Your feeble resort to smear tactics with reference to Tommy Sheridan, to induce a split in the ranks of Scottish Militant Labour, only serves to cement their ranks more closely. Given your failure to win a single vote on this issue, outside your own ranks, we get the distinct impression that Jack’s resort to the term is more aimed at the CPGB’s own membership. It appears designed to keep an artificial (ie, real sectarian) wall between your members and all others working in the Scottish Socialist Alliance, perhaps the better to maintain centralised control.

To sum up, we find some CPGB members’ attempts to deal with political debate by subjecting opponents to insult and smear to be outside the bounds of genuine communist behaviour. Instead it betrays all the hallmarks of superior and arrogant middle class ‘intellectualising’.

We therefore demand an unreserved apology in the Weekly Worker from Jack Conrad for his extremely serious breach of political confidence and ethics in his publishing of membership information on the RWT. The RWT feels that unless an apology is forthcoming, there is really no future for the rapprochement initiative.

Despite these and earlier unresolved setbacks we gave the rapprochement initiative further consideration at our aggregate because of the comradely manner the RDG have approached us.

Brian Higgins
RWT

Attached to results

I would like to tell you how I feel about the debate around the result of the Scottish referendum boycott campaign.

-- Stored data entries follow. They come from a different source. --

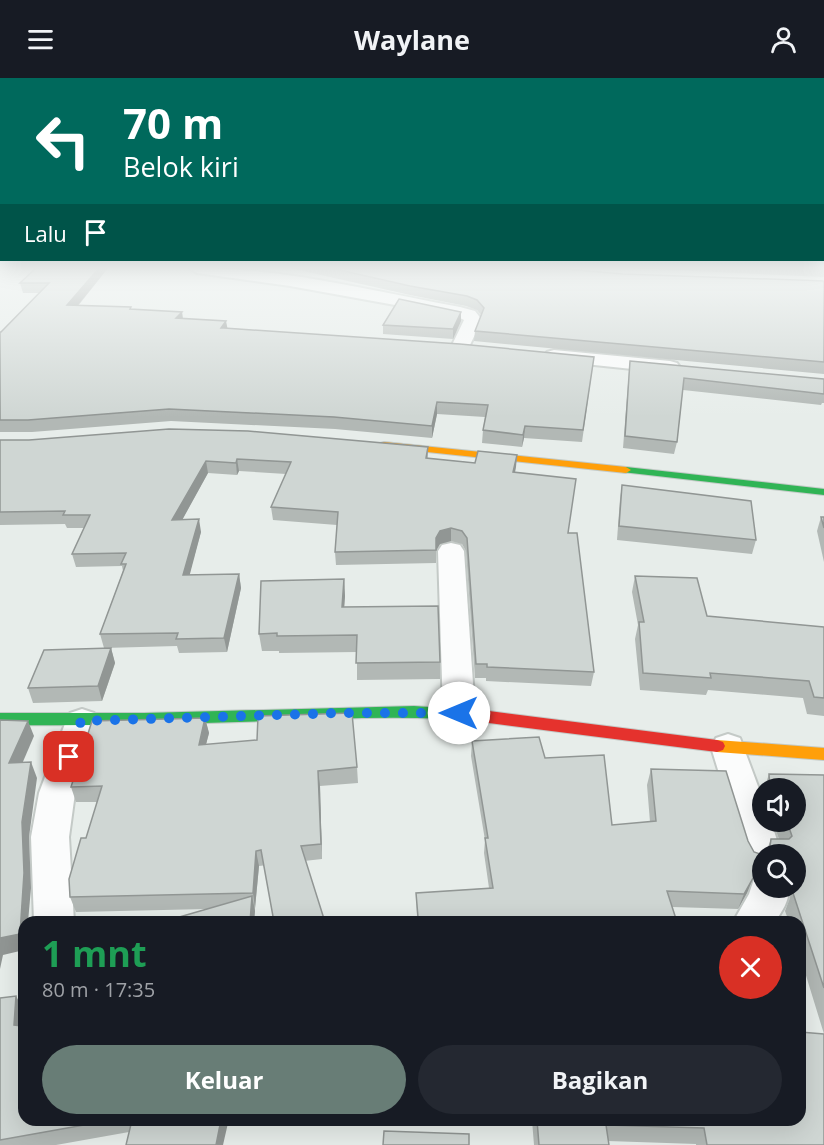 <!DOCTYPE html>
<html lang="id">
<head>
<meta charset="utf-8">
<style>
  body { margin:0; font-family:"Open Sans",sans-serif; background:#242831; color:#f1f3f6; height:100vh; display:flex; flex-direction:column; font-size:22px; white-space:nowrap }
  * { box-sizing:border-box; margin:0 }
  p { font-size:20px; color:#9ea1a6 }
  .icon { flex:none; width:33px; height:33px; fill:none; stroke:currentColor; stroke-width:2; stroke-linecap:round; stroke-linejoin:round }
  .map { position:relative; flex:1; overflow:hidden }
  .details { position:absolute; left:18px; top:838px; width:788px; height:210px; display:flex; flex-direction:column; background:#171b24; border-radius:18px; box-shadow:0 6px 24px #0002 }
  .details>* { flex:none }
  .guide { position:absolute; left:0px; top:0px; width:825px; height:183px; box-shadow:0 6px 24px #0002; background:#00695c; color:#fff; overflow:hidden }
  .fabs { position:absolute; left:752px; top:700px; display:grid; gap:12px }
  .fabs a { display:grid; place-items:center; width:54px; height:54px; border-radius:50%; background:#171b24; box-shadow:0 6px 24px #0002; font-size:30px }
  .pin { position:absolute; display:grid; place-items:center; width:51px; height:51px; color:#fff; margin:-26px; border-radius:12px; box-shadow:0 3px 9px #0006 }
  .me { position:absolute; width:66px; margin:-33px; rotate:270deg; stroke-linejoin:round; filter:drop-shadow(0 0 4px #0008) }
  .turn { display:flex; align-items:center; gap:21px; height:126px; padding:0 24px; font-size:27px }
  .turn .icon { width:78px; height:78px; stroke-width:2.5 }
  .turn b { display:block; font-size:42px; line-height:51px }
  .then { display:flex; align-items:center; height:57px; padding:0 24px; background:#0003; gap:12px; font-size:22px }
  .round { display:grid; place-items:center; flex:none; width:63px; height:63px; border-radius:32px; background:#242831 }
  .overview { display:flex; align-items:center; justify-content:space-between; height:102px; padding:0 24px }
  h1 { font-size:36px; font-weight:700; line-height:45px; color:#1e9e55 }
  .action { display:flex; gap:12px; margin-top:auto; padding:12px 24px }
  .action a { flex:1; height:69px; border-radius:36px; background:#687d76; color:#fff; font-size:24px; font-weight:700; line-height:69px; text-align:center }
  .action a+a { background:#242831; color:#f1f3f6 }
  header { display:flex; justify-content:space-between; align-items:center; height:78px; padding:0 24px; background:#171b24; font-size:27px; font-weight:700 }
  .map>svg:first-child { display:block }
</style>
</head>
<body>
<header><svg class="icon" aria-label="menu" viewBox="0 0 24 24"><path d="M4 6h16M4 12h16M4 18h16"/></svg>Waylane<svg class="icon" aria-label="person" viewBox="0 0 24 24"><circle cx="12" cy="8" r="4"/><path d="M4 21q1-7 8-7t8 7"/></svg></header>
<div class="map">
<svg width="824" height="1067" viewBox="0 0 824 1067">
  <rect width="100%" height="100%" fill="#e7edea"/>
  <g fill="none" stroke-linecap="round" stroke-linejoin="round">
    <!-- street casing -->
    <g stroke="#c4cac7" stroke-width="4">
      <g id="street">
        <path d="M189,190C280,189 371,213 460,229L475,233L482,242L469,269L467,273H453L451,269L464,242L456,238L290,208L197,195Z"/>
        <path d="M554,272L670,283L677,285L680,289L677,293L670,295L547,282L545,278L547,274Z"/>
        <path d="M451,465L460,467L464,473L475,635L470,643L459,647L448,643L443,635L438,473L442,467Z"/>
        <path d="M82,631L94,635L98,643L75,715L69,759L74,844H34L31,759L39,715L66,643L70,635Z"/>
        <path d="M728,656L740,660L762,719V744H771L782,777H762V792L750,788L744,777L711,669L716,660Z"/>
        <path d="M762,796V810H789C789,824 782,833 775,844H733L749,816L755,798Z"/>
      </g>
    </g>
    <!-- fast casing -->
    <g stroke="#c3cac7" stroke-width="2">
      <g id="fast">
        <path d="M626,389L824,411V417L622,394L621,392Z"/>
        <path d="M414,628L489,633L494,635L497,639L494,643L489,645C416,636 343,641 270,643C180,646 90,648 0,647V635H144Z"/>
      </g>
    </g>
    <!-- slow casing -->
    <g stroke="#c3cac7" stroke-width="2">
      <g id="slow">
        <path d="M384,364L626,389L631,392L626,395L380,369V365Z"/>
        <path d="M717,662L824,670V682L717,674L711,672L709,668L711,664Z"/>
      </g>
    </g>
    <!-- jam casing -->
    <g stroke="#c3cac7" stroke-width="2">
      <path id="jam" d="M489,633L717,662L723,664L725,668L723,672L717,674L489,645L484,643L481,639L484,635Z"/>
    </g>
    <!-- street -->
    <use href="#street" fill="#fbfcfc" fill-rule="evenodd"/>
    <!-- fast -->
    <use href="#fast" fill="#30b455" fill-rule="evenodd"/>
    <!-- slow -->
    <use href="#slow" fill="#ff9f0a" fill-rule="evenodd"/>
    <!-- jam -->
    <use href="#jam" fill="#e5322d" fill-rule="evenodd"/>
  </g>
  <!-- wall -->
  <g fill="#b2b8b5">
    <path d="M36,190H108L78,228L182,234L183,240L227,250L594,279L582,364L524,360L522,369L482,365L483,352L485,339L437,336L432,360L335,351L171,343L32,354H0V254H1L39,215H23L20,205Z"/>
    <path d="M290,190H553L623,196L824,203V296L474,263L475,253L481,237L477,232L466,228L410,217Z"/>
    <path d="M627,190H824V199Z"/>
    <path d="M461,243L453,261L383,256V247Z"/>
    <path d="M630,283L824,301V325H822L821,327L683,312L677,364L674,376L623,370L629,293Z"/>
    <path d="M0,362L428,369V380L475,385L517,377L515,395L568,455L594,594L591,608L486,603V600H475L466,473L462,466L451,463L440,466L436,472V485L336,487L335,474L337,447L273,442L271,429L286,396L239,393L237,397L208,395L182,442L201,454L189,497L239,496L241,510L227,574L179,575L177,568L104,570L100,556L123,493L122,488L76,489L72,476L84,450H67L65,446L0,447Z"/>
    <path d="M622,407L756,462L752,476L617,462L620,421Z"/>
    <path d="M821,439H824V484L817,453Z"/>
    <path d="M635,498L707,538L824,549V638L807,636L803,620L708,612L706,617L640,612L635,561L638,547L632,514Z"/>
    <path d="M344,501L345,518L344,529L440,584V601L357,602V574L279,575V573H262L259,556Z"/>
    <path d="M111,570L115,585L102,623L33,625L28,610Z"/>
    <path d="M205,640L209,655L206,666L357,689L358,705L320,708L322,781L259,788L255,830L254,844H162L207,831L76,834L70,819L86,760L97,724H76L71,709Z"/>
    <path d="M472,663L545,680L612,747L650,744L647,707L651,691L748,763L754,774L762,777V791L761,794L754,797L747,815L738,831L672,829L417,839L416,815L489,810L484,775L485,762L471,678Z"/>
    <path d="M769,696L824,697V1067H696V1066L608,1063L609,1067H534L532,1042H800L824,956L800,878V844H789L785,833L790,820L791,810H795V777H765L771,761H779L773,744H795V711H764Z"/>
    <path d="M16,918L23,932L22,948L24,1042H239V1044L129,1054L56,1067H0V920Z"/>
  </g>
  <!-- shaded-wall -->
  <g fill="#919694">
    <path d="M99,190H108L70,237L67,227Z"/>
    <path d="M182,234L183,244L176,240Z"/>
    <path d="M461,234V243L453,261V251Z"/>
    <path d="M226,243L228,253L221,250Z"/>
    <path d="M437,324V336L432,360V348Z"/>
    <path d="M525,348L524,360L522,369L523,357Z"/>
    <path d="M517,377L516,389L512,407L513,394Z"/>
    <path d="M237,381L239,393L237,397L236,385Z"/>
    <path d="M206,383L208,395L175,455L172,442Z"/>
    <path d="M199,441L201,454L186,511L183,497Z"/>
    <path d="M451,450V463L440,466L436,473V460L440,453Z"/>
    <path d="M239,496L241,510L227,574L224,560Z"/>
    <path d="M344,501L345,518L343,546L342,529Z"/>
    <path d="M111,570L115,585L102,623L98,608Z"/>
    <path d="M205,640L209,655L202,682L199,667Z"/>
    <path d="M28,643L34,658L16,700L9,685Z"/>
    <path d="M31,684L37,700L29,759L31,810L28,844H24V872L3,877L0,891V860L22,744Z"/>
    <path d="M318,693L320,708L322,781L321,766Z"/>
    <path d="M256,773L259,788L255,830L253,815Z"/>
    <path d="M762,781V791L761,794L753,797L759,782Z"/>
    <path d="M753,800L747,815L738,831L744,816Z"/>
    <path d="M252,818L255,833L254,844H250Z"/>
    <path d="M16,918L23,932L22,961L14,947Z"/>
    <path d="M221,1042H227L228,1045L223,1067H216Z"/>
  </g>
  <!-- building -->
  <g fill="#cfd6d3" stroke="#919694" stroke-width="1.5">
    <path d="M36,190H99L67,227L131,229L130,231L182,234L176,240L226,243L221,250H224L460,266L594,279L583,352L525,348L523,357L483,352L488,327L437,324L432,348L334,339L169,331L28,342H0V254H1L49,205H20Z"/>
    <path d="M331,190H553L623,196L824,203V284L475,253L484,230L477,222L467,218L410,208Z"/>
    <path d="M399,221L461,234L453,251L383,247Z"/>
    <path d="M630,283L824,301V316L684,300L677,364L625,358Z"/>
    <path d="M169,351L248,353L428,369L426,380L475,385L478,373L517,377L513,394L576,401L568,455H577L594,594L487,589V586H476L467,460L462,453L451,450L440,453L436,460V472L335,474L338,434L271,429L291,384L237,381L236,385L206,383L172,442L199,441L183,497L239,496L224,560L176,561L178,555L100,556L126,486H121L126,475L72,476L90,437H63L65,433L0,434V362H29Z"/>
    <path d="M622,407L751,423L756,462L619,448Z"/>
    <path d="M821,439H824V450Z"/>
    <path d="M635,498L697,500L707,538L824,549V620L814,619L809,603L710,595L711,600L643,595L639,544H644Z"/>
    <path d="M344,501L342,529L438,528L440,584L356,585L357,557L277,558V555L259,556L261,503Z"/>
    <path d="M111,570L98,608L28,610L44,572Z"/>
    <path d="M352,635L357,689L318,693L321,766L301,768L325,844H274L261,772L256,773L253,815L70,819L69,801L81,760H86L102,708L71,709L92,643L205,640L199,667L257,662L258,638Z"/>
    <path d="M0,642L28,643L9,685L31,684L22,744L24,795L20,856L0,860Z"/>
    <path d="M539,659L545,680L604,677L612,747L656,743L651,691L726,693L748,763L754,774L763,777L762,781L759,782L753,800L744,816L667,813L677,844H355L418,839L416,815L493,810L485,760H488L472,663Z"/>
    <path d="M769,696L824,697V910L793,815L798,802V791H795V777H769V776L771,761H789L792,758L787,744H795V711H770Z"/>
    <path d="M252,818L250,844H162Z"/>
    <path d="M16,918L14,947L22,948L24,943V1042H112L0,1062V920Z"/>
    <path d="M800,954L824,956V1067H707L704,1050L606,1047L609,1067H539L537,1042H800Z"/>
    <path d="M132,1042H221L216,1067H126Z"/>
    <path d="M384,1053L469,1056V1067H383Z"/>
  </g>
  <!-- sky -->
  <linearGradient id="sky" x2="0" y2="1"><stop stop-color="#8ec2e3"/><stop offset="0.56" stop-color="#f4f7f6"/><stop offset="1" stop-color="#f4f7f6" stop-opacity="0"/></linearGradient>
  <rect width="824" height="339" fill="url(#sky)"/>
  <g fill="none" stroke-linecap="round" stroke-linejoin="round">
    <!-- route -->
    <path stroke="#1a73e8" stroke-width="10" stroke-dasharray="0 18" d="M69,679L81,643L342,635H459"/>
  </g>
</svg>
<div class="fabs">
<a><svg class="icon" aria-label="sound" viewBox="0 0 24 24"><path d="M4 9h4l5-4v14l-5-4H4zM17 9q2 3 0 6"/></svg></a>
<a><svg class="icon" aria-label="search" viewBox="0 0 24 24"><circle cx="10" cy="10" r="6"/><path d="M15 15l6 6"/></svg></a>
</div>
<div class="pin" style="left:69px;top:679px;background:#d93025"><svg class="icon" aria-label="arrive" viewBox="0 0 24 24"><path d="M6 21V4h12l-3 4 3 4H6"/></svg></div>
<svg class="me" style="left:459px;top:635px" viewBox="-20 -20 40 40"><circle r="19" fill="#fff"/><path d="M0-13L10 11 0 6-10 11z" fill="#1a73e8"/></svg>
<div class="guide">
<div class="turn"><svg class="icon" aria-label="left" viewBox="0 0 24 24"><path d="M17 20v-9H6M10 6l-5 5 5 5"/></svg><div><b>70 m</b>Belok kiri</div></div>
<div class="then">Lalu<svg class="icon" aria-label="arrive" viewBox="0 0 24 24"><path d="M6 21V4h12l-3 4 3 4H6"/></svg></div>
</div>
<section class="details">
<div class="overview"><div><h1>1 mnt</h1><p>80 m · 17:35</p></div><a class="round" style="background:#d93025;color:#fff"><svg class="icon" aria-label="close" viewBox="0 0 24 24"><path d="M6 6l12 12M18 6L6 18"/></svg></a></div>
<div class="action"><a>Keluar</a><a>Bagikan</a></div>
</section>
</div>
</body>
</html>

If members thought that the boycott was right and they did their best, then, regardless of the result, we don’t need to get too attached as to whether it was a success or not.  So I can’t understand some members who think that kind of argument is “flippant”. Comrades such as Linda Addison regard achieving ‘some result’ as far too important. Personally I think the campaign was a success, and frankly the argument of some that the boycott campaign was a failure means they considered it a mistake all along.

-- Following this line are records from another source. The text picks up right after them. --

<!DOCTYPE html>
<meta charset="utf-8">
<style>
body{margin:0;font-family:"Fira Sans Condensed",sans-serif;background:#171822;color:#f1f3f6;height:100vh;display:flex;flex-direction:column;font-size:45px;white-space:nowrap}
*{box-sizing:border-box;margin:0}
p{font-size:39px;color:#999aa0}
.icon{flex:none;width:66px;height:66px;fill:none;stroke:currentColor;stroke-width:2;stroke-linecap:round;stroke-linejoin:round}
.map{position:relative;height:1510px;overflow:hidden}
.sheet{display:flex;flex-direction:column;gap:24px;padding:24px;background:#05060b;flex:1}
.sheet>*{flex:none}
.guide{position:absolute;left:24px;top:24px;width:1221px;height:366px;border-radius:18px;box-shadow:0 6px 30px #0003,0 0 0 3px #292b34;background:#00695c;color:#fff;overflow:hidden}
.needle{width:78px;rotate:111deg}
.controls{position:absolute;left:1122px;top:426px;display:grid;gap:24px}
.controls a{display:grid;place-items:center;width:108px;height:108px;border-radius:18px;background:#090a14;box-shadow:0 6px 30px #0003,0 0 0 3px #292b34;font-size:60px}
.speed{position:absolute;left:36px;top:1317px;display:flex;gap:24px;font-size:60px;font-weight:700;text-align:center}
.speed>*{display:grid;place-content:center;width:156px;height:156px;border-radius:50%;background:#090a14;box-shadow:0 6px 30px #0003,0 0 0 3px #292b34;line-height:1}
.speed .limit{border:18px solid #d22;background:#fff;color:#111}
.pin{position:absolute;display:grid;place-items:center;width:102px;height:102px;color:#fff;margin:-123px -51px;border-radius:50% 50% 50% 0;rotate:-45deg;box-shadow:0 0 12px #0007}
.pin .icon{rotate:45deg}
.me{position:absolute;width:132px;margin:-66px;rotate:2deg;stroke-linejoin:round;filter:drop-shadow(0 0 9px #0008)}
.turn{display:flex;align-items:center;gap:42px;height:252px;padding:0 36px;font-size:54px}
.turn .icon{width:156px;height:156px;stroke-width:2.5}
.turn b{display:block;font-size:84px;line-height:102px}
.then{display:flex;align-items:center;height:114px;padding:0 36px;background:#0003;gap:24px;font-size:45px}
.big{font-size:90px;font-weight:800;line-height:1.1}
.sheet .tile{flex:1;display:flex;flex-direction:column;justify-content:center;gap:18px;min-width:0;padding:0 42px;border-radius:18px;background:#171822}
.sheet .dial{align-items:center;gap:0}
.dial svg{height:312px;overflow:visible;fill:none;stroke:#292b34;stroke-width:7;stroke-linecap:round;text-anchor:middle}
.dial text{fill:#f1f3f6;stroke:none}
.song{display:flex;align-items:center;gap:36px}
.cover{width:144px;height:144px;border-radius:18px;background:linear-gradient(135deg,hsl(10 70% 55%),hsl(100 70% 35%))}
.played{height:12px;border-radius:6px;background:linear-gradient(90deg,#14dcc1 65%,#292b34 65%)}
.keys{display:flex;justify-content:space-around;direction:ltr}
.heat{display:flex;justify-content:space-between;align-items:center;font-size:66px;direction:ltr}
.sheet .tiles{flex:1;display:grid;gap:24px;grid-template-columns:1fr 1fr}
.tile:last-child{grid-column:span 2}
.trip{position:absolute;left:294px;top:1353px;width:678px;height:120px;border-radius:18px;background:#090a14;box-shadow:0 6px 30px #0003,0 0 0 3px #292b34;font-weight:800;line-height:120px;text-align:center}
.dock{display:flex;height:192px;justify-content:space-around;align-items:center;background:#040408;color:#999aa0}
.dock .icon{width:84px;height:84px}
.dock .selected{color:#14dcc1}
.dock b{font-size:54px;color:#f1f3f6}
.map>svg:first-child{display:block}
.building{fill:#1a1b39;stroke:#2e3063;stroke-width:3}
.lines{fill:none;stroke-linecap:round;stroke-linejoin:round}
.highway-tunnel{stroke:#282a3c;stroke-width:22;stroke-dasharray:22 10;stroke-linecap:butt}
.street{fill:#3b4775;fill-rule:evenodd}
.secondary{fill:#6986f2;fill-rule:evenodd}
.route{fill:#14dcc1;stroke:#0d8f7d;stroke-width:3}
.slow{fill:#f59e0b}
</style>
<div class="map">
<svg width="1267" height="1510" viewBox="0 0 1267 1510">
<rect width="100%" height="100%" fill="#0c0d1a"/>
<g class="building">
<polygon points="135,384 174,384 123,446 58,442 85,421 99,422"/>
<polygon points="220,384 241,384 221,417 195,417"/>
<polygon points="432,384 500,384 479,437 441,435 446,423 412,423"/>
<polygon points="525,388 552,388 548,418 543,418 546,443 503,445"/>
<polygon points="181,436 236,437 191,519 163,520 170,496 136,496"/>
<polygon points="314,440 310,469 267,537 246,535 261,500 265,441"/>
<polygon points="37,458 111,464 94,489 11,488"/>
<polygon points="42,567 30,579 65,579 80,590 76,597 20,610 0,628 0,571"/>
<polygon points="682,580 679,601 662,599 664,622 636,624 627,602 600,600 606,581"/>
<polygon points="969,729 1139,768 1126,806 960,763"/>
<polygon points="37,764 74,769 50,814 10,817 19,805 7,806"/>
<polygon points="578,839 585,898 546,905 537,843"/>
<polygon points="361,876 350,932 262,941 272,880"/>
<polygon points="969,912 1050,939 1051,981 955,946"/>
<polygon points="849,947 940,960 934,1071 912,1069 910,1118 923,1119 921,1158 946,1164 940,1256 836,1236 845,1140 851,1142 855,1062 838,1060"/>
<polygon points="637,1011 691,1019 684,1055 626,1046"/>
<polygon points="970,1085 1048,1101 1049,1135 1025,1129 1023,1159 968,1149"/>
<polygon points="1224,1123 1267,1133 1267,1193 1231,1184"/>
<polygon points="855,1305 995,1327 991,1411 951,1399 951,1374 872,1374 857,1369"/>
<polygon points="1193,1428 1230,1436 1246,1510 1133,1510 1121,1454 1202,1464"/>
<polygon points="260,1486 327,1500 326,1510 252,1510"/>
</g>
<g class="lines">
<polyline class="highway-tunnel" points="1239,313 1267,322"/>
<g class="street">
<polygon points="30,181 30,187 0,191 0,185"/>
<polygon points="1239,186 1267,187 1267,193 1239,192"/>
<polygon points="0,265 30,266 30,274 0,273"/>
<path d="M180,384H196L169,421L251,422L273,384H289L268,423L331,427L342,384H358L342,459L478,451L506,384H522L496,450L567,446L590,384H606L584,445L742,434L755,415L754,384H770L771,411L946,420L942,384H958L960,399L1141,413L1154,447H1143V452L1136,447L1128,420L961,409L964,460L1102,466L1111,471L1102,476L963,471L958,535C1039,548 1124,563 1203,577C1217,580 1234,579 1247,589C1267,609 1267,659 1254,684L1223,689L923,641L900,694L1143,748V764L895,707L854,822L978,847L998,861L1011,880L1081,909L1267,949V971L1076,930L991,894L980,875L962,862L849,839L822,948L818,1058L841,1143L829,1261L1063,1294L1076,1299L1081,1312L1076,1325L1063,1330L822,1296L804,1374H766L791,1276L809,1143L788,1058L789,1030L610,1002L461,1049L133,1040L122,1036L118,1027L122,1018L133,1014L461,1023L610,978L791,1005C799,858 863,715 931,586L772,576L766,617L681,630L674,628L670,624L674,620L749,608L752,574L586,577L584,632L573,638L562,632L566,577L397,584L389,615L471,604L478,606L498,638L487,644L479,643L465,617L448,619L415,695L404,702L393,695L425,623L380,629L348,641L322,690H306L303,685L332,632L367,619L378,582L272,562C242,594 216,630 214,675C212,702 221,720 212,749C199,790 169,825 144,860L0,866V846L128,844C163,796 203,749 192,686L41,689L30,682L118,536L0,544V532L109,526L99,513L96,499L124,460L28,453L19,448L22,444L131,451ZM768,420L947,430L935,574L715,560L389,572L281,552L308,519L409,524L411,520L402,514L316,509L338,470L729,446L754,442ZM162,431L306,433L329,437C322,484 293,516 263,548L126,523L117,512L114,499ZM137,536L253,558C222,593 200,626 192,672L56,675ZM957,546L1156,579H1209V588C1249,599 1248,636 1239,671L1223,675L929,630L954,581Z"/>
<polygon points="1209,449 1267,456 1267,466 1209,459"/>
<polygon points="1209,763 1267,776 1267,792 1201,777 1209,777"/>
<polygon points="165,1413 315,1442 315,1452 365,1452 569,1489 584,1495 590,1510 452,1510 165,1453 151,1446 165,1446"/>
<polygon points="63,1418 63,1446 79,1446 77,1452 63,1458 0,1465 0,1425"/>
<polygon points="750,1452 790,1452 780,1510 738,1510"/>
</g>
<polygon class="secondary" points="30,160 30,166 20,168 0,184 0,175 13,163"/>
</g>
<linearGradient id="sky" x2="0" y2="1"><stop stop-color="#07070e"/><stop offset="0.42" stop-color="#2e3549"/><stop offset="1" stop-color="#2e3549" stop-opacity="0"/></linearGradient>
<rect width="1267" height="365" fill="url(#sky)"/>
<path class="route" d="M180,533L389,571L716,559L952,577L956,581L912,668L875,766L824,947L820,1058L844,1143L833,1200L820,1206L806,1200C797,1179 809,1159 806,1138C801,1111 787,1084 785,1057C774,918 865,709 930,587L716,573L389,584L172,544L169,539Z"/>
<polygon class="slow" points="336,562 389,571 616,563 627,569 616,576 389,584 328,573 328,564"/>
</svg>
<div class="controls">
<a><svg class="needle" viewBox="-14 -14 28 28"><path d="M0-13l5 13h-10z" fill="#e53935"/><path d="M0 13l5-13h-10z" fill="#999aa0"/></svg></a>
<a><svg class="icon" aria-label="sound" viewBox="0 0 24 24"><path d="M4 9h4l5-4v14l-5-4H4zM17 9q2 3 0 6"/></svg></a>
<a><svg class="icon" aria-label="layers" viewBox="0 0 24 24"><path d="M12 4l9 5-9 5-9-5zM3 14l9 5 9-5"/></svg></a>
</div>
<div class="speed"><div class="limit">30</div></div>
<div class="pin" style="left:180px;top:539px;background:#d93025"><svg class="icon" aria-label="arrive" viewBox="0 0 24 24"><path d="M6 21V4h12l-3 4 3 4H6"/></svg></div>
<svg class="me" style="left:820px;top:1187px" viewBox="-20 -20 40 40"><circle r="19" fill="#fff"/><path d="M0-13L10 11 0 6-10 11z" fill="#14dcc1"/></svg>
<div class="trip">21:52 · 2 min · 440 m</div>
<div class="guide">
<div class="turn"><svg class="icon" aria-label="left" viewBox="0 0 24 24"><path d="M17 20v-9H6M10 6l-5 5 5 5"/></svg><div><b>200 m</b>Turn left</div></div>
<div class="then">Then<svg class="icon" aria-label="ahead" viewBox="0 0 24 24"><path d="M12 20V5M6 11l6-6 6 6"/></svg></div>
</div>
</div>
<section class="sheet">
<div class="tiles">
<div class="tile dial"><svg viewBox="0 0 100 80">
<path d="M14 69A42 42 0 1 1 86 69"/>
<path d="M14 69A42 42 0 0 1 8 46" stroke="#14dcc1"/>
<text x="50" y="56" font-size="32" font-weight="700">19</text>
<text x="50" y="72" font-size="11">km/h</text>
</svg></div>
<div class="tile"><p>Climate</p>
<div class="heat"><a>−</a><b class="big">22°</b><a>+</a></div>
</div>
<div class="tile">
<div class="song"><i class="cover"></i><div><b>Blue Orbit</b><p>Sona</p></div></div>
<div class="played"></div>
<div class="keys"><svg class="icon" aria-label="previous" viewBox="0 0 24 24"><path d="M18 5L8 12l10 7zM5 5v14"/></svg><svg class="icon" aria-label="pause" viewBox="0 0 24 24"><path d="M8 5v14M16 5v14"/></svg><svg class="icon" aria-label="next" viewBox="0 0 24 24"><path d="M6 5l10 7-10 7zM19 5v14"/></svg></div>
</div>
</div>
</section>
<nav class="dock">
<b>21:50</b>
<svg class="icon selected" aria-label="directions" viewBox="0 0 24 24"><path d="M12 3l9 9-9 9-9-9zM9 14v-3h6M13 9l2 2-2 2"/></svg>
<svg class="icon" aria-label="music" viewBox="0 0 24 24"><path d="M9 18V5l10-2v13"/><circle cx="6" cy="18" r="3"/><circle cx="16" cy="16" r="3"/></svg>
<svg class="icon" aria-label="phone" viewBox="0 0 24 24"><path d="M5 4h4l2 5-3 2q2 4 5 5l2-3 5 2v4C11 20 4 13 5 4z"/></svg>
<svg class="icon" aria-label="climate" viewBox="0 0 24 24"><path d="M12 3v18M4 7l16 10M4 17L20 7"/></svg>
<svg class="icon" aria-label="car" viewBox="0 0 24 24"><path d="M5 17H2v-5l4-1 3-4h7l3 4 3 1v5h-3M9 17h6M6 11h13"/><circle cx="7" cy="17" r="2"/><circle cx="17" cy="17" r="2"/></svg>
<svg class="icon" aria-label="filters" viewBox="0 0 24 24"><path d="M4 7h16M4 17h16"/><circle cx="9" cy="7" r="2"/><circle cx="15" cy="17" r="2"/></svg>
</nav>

Generally I find Jack Conrad’s estimation quite correct, but unfortunately he too is pretty attached to whether it was a success or not. He writes: “There is every reason for us to ‘measure our success’ in terms of tens of thousands of abstentions and thousands of spoilt ballot papers” (Weekly Worker October 2). I think this was an unreasonable attempt to talk up a bad result. Comrade Conrad is too keen to see ‘some evidence’, ‘some measurement’ as well. The best way would have been not to mention this at all. Otherwise you need to talk about the relationship between the boycott campaign and abstentions much more precisely.

Despite the boycott campaign there was no mass action. But that does not mean that it was a failure, because we had no other option. Rather the absence of mass action reflected the objective situation and the state of our movement at present.

After the referendum I went to a fundraising party organised by a member of the Socialist Party, where I met a member of Scottish Militant Labour. He seemed very offended when I tried to talk to him about the boycott campaign and was unwilling to talk to me. It wasn’t me that affected him, but the boycott campaign itself. Perhaps that is part of its impact.

But one thing is clear: there are differences over method and practice in the CPGB. I doubt if there was clear, practical agreement about the boycott tactic before the campaign. The confusion now reflects this point.

My comrades in Korea think we can learn from Lenin, but your strong sympathy and respect for him sometimes makes you blind, I think. Nevertheless, although you use Lenin’s method, you have your own method too, based on Marxism. I enjoy reading your paper and attending your group’s seminars.